Only a number is expected: how many lines in the data below contain the word "this".

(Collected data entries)
^^^^^^^^^^^^^^^^
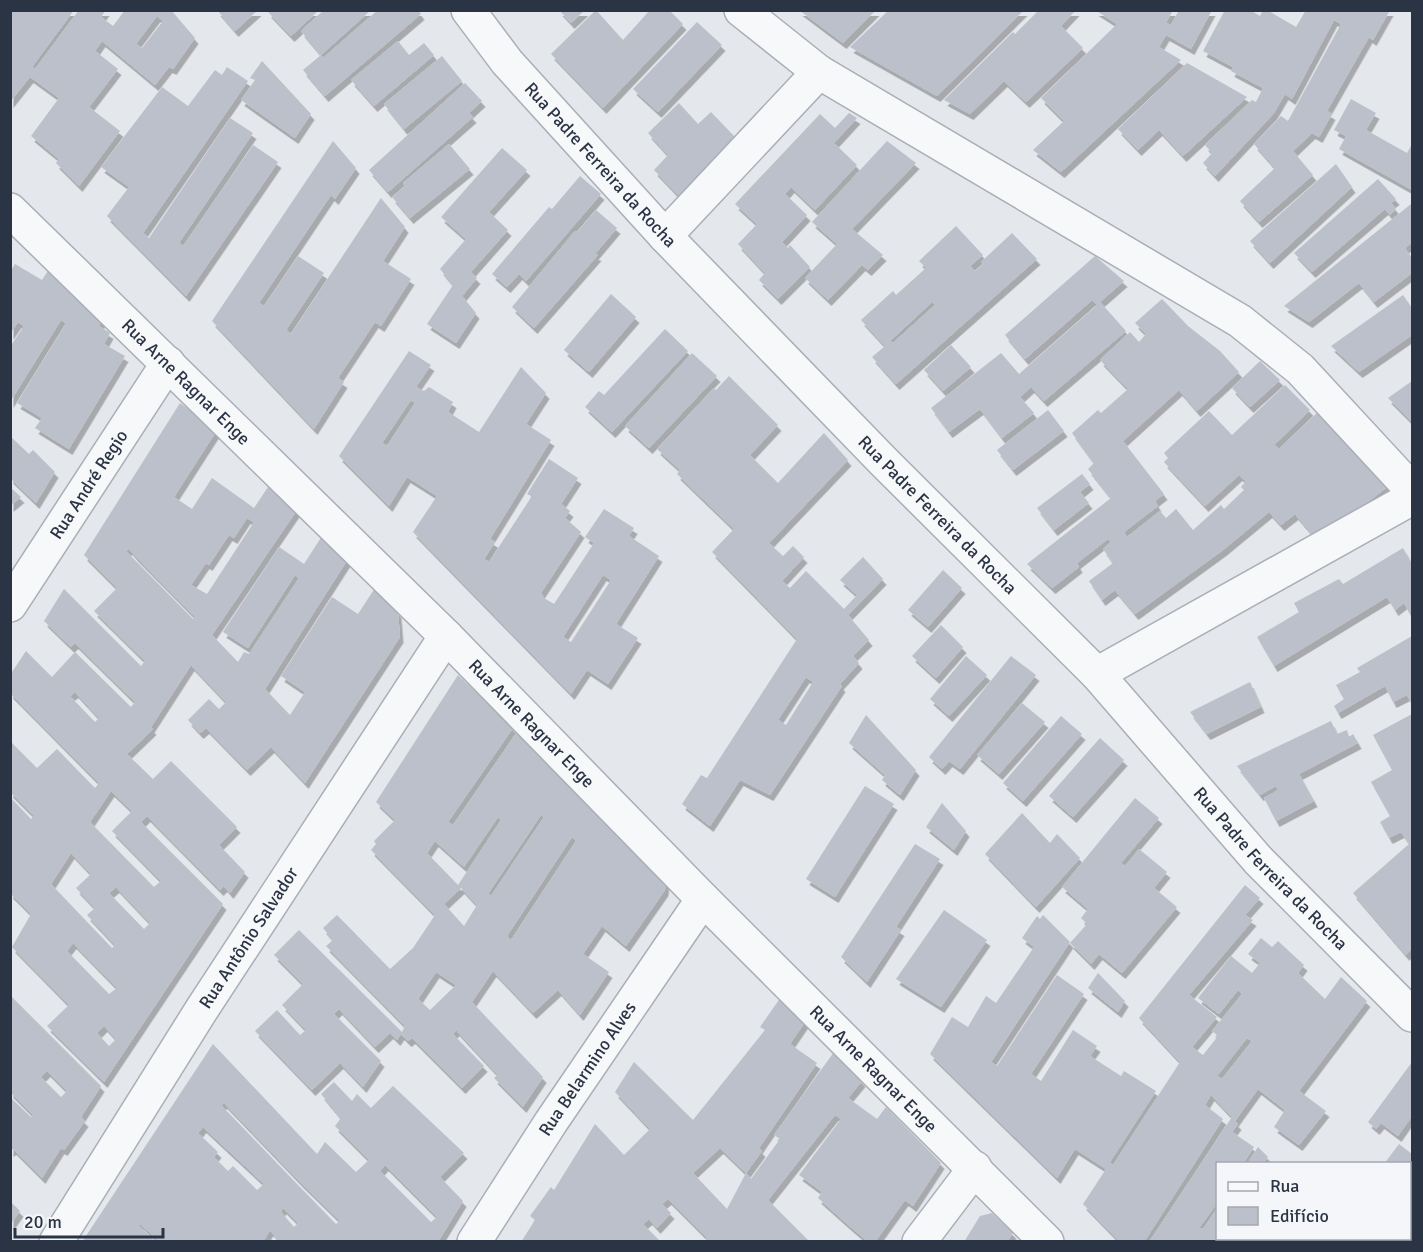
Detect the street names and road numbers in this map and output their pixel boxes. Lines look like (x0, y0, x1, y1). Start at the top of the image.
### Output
street label: Rua Padre Ferreira da Rocha (520, 78, 681, 252)
street label: Rua Arne Ragnar Enge (117, 314, 255, 450)
street label: Rua André Regio (45, 426, 132, 543)
street label: Rua Padre Ferreira da Rocha (853, 431, 1021, 599)
street label: Rua Arne Ragnar Enge (464, 655, 599, 792)
street label: Rua Padre Ferreira da Rocha (1189, 782, 1352, 955)
street label: Rua Antônio Salvador (194, 863, 303, 1013)
street label: Rua Belarmino Alves (534, 997, 641, 1140)
street label: Rua Arne Ragnar Enge (805, 1001, 942, 1137)

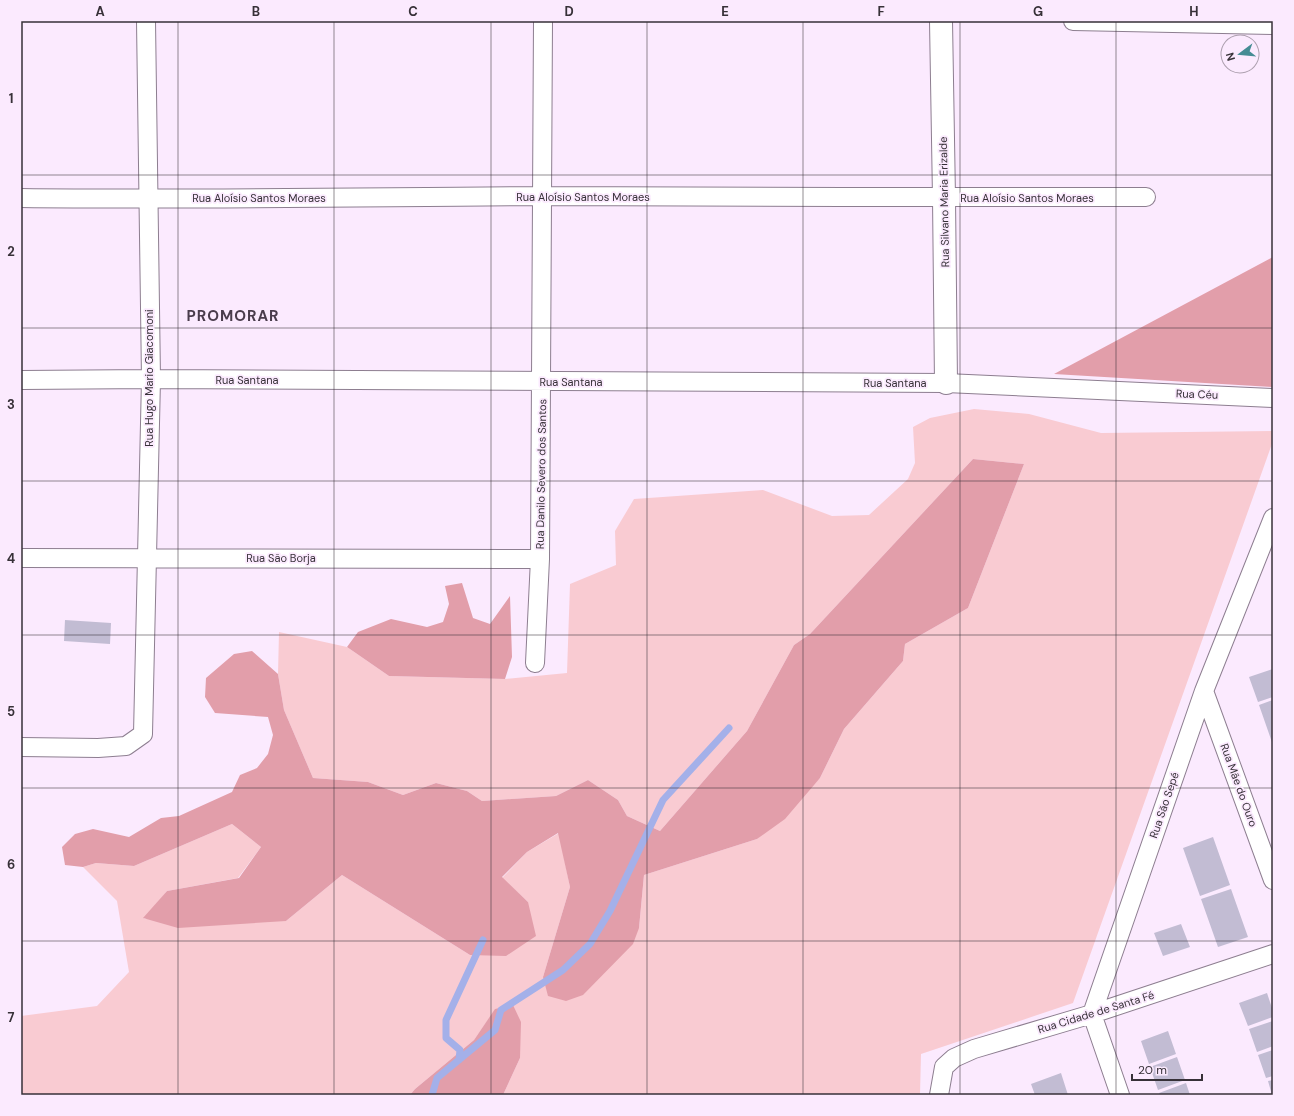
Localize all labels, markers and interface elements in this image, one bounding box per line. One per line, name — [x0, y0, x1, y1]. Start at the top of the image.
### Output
text: A — [95, 3, 105, 20]
text: B — [252, 3, 260, 20]
text: C — [408, 3, 418, 20]
text: D — [564, 3, 574, 20]
text: E — [721, 3, 729, 20]
text: F — [877, 3, 885, 20]
text: G — [1033, 3, 1043, 20]
text: H — [1189, 3, 1199, 20]
north arrow — [1220, 34, 1260, 74]
text: N — [1223, 51, 1238, 63]
text: 1 — [9, 90, 13, 107]
street label: Rua Silvano Maria Erizalde — [936, 136, 952, 268]
street label: Rua Aloísio Santos Moraes — [516, 190, 650, 204]
street label: Rua Aloísio Santos Moraes — [192, 191, 326, 205]
street label: Rua Aloísio Santos Moraes — [960, 191, 1094, 205]
text: 2 — [7, 243, 15, 260]
district label: PROMORAR — [186, 306, 280, 326]
street label: Rua Hugo Mario Giacomoni — [142, 309, 156, 447]
street label: Rua Santana — [215, 373, 279, 387]
street label: Rua Santana — [539, 375, 603, 389]
street label: Rua Santana — [863, 376, 927, 390]
street label: Rua Céu — [1176, 386, 1218, 402]
text: 3 — [7, 396, 15, 413]
street label: Rua Danilo Severo dos Santos — [533, 399, 549, 549]
text: 4 — [7, 550, 15, 567]
street label: Rua São Borja — [246, 551, 316, 565]
text: 5 — [7, 703, 15, 720]
street label: Rua Mãe do Ouro — [1217, 741, 1261, 829]
street label: Rua São Sepé — [1146, 770, 1182, 840]
text: 6 — [7, 856, 15, 873]
street label: Rua Cidade de Santa Fé — [1036, 988, 1156, 1036]
text: 7 — [8, 1009, 15, 1026]
scale bar — [1132, 1056, 1202, 1082]
text: 20 m — [1138, 1062, 1167, 1078]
^^^^^^^^^^^^^^^^
- [Completed task] 2